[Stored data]

===============

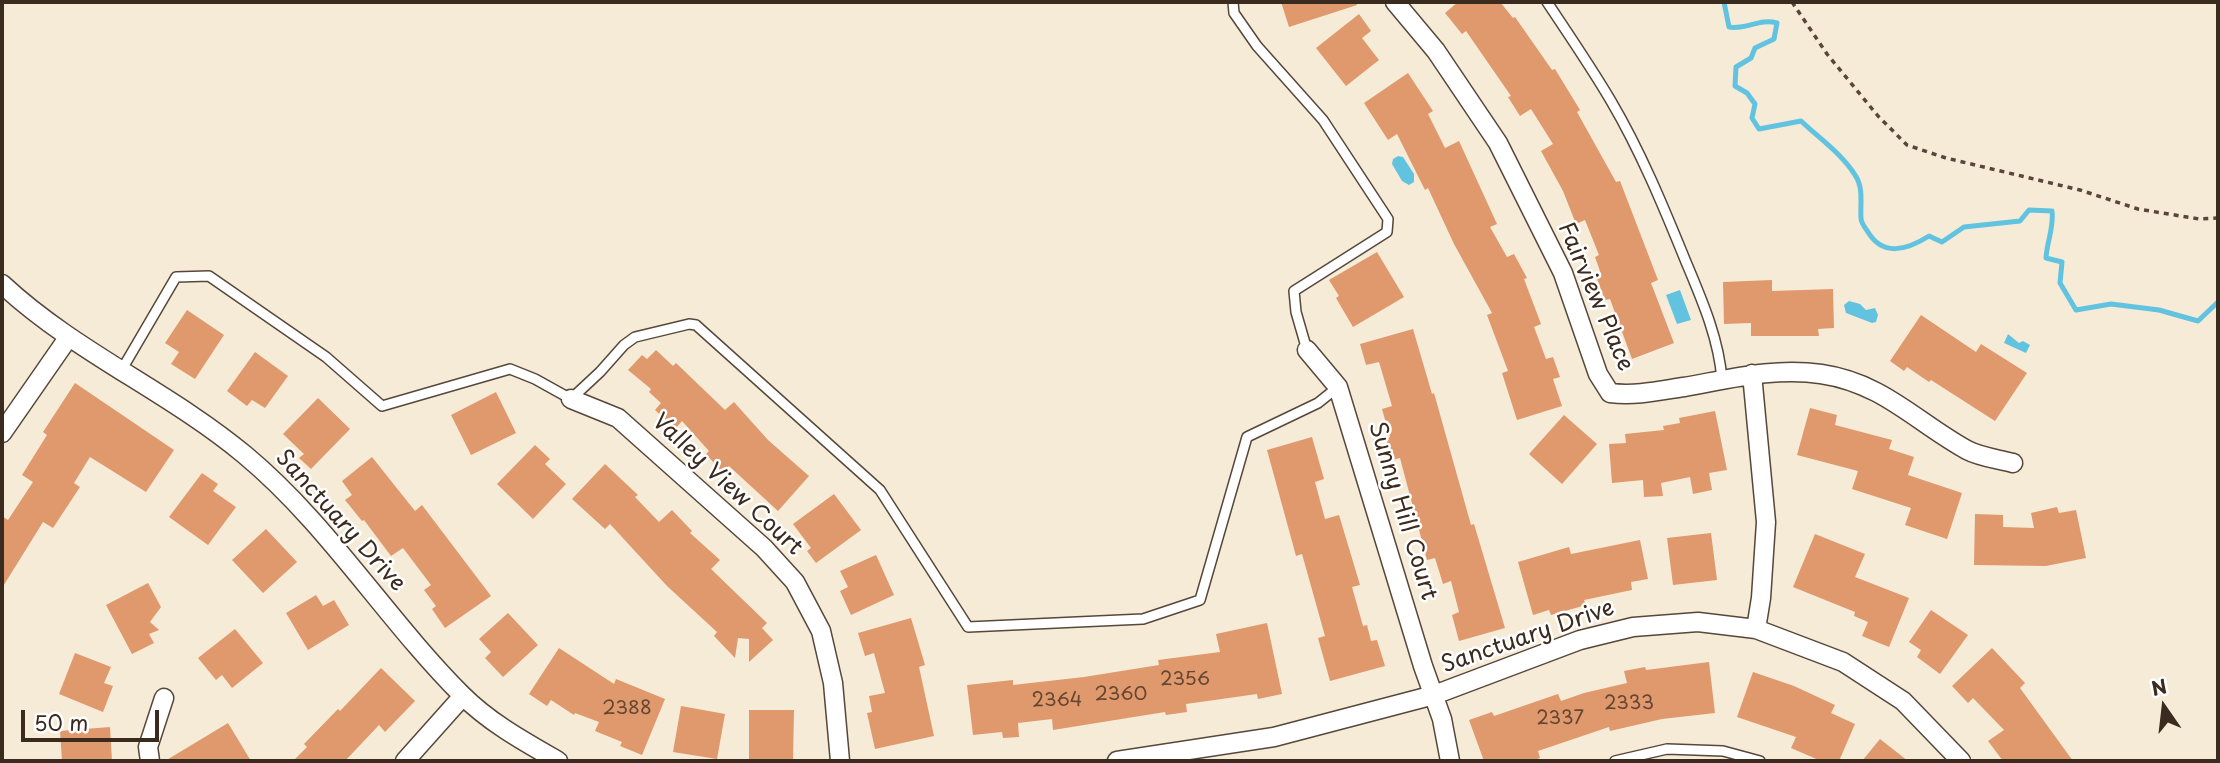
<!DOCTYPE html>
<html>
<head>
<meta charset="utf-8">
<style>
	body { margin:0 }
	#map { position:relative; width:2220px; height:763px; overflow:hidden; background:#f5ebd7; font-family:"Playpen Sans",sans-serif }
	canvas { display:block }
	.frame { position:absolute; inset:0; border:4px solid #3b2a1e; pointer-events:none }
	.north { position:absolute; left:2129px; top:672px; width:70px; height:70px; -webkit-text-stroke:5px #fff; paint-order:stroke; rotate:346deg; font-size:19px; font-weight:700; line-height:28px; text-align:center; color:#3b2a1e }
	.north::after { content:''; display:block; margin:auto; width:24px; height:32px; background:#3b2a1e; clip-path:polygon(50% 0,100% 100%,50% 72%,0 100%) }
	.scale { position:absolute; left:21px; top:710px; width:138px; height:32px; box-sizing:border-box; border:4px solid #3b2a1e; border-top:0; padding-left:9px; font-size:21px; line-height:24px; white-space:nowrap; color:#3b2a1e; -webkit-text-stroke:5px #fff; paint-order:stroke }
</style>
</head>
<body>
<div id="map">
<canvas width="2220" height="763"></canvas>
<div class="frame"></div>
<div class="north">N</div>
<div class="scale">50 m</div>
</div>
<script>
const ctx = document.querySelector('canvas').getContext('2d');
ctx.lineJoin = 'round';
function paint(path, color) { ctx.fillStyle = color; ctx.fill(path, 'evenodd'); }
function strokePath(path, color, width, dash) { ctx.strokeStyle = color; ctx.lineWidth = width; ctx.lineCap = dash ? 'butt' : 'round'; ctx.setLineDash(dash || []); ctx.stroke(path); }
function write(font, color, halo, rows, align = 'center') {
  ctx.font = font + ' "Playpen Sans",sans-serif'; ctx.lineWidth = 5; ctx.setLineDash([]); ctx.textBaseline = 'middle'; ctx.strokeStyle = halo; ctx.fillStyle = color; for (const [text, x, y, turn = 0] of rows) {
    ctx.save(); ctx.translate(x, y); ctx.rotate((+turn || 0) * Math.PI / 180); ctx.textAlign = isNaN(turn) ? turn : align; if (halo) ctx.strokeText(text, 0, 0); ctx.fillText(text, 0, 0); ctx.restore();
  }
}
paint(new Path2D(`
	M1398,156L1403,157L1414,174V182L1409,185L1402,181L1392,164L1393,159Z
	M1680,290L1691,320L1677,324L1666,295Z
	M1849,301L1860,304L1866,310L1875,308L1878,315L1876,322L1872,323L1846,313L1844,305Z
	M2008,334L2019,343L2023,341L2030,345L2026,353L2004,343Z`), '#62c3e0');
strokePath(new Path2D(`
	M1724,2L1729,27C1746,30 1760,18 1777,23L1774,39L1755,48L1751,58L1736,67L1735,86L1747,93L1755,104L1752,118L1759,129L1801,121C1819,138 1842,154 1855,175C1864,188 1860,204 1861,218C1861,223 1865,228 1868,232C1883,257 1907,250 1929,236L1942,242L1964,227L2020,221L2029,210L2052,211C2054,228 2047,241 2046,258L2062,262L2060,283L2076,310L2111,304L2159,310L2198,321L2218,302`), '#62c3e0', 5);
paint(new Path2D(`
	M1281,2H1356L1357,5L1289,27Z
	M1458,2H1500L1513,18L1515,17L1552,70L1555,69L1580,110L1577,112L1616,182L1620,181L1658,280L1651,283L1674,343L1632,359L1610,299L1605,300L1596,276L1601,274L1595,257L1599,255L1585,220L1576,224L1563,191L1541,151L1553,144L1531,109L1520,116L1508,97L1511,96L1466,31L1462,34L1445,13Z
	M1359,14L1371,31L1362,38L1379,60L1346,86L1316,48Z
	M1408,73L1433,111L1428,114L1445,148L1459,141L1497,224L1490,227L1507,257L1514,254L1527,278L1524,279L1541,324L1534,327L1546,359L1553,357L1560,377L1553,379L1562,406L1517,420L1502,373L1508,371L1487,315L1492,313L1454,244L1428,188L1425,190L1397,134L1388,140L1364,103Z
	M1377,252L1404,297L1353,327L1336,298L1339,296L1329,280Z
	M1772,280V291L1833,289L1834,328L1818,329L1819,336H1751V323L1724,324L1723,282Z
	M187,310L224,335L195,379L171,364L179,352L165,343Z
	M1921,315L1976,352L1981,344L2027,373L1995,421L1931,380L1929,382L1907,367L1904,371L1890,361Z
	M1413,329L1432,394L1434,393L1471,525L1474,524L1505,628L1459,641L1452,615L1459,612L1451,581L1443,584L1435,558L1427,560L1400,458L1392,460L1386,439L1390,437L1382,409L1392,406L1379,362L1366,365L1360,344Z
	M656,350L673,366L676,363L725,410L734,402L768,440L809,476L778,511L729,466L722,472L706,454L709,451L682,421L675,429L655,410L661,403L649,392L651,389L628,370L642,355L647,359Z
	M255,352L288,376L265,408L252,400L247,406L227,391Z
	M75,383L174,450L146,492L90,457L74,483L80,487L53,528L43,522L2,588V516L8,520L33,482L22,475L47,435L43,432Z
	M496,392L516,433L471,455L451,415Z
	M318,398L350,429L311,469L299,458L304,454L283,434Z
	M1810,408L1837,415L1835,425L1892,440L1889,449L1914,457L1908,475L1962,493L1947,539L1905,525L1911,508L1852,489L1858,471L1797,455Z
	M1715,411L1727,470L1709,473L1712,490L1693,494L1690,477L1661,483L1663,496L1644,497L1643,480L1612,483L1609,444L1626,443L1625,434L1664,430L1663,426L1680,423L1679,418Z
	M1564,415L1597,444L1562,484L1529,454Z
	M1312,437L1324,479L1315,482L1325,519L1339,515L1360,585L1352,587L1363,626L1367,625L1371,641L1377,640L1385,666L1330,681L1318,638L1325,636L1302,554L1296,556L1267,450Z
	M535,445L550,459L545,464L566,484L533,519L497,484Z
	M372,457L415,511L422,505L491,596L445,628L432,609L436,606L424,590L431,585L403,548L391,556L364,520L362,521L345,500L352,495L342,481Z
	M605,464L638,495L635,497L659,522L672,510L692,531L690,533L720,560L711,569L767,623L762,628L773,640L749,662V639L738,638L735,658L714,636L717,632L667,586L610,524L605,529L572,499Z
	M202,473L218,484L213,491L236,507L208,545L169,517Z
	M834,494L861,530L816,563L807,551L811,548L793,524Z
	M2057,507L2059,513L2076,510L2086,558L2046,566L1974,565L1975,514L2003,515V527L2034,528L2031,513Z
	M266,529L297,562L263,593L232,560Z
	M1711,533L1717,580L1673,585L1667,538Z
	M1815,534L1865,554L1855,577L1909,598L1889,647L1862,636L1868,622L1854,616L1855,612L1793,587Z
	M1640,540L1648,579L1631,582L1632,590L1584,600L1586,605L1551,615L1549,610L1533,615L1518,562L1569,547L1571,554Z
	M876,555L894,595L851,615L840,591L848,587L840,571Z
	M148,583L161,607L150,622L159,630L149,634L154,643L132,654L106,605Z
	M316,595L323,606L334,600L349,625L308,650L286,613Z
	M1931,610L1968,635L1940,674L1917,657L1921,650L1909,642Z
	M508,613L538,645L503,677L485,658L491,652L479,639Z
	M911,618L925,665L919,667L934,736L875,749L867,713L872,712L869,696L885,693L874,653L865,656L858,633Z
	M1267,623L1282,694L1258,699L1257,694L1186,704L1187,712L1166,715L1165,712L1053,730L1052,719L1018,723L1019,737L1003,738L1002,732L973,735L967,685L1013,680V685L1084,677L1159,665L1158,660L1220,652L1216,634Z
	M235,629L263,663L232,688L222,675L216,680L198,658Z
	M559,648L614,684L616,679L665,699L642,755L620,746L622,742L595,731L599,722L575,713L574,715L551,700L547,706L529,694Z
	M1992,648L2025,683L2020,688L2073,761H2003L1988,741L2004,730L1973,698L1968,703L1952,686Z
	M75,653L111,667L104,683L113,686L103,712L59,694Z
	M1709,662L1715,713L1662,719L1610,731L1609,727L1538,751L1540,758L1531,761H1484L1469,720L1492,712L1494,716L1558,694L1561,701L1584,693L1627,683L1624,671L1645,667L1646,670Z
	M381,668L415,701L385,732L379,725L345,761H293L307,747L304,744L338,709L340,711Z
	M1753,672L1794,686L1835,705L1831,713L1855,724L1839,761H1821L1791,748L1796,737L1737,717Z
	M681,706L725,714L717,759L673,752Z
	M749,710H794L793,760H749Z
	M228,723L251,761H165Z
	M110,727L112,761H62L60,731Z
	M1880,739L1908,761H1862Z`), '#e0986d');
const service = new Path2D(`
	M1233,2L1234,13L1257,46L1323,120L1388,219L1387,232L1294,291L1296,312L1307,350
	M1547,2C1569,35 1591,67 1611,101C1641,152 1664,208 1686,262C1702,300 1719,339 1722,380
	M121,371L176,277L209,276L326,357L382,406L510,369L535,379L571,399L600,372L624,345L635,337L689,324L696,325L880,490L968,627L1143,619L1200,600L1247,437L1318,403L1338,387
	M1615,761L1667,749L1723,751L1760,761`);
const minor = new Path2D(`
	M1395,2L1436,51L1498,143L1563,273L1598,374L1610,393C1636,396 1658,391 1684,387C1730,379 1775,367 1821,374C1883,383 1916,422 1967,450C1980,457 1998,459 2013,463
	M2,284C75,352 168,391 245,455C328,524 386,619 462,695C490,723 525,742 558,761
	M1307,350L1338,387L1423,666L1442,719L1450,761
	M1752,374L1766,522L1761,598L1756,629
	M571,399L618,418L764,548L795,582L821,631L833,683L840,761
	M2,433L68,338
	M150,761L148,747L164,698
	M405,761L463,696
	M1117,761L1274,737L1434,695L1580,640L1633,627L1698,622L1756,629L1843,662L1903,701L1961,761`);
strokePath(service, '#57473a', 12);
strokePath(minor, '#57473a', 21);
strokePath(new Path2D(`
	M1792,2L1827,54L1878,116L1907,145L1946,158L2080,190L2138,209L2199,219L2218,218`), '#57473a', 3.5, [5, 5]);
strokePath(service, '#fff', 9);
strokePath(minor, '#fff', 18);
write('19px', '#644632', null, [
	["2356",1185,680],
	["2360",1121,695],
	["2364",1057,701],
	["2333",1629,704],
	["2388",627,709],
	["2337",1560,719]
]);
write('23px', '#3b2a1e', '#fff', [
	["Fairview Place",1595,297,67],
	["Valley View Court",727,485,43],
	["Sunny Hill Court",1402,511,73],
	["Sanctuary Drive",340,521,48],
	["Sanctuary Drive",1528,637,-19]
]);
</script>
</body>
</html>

===============

Exercise aim
If a line in the entries above contains the word "canvas", count it, and give only the final number.

Output for this task
3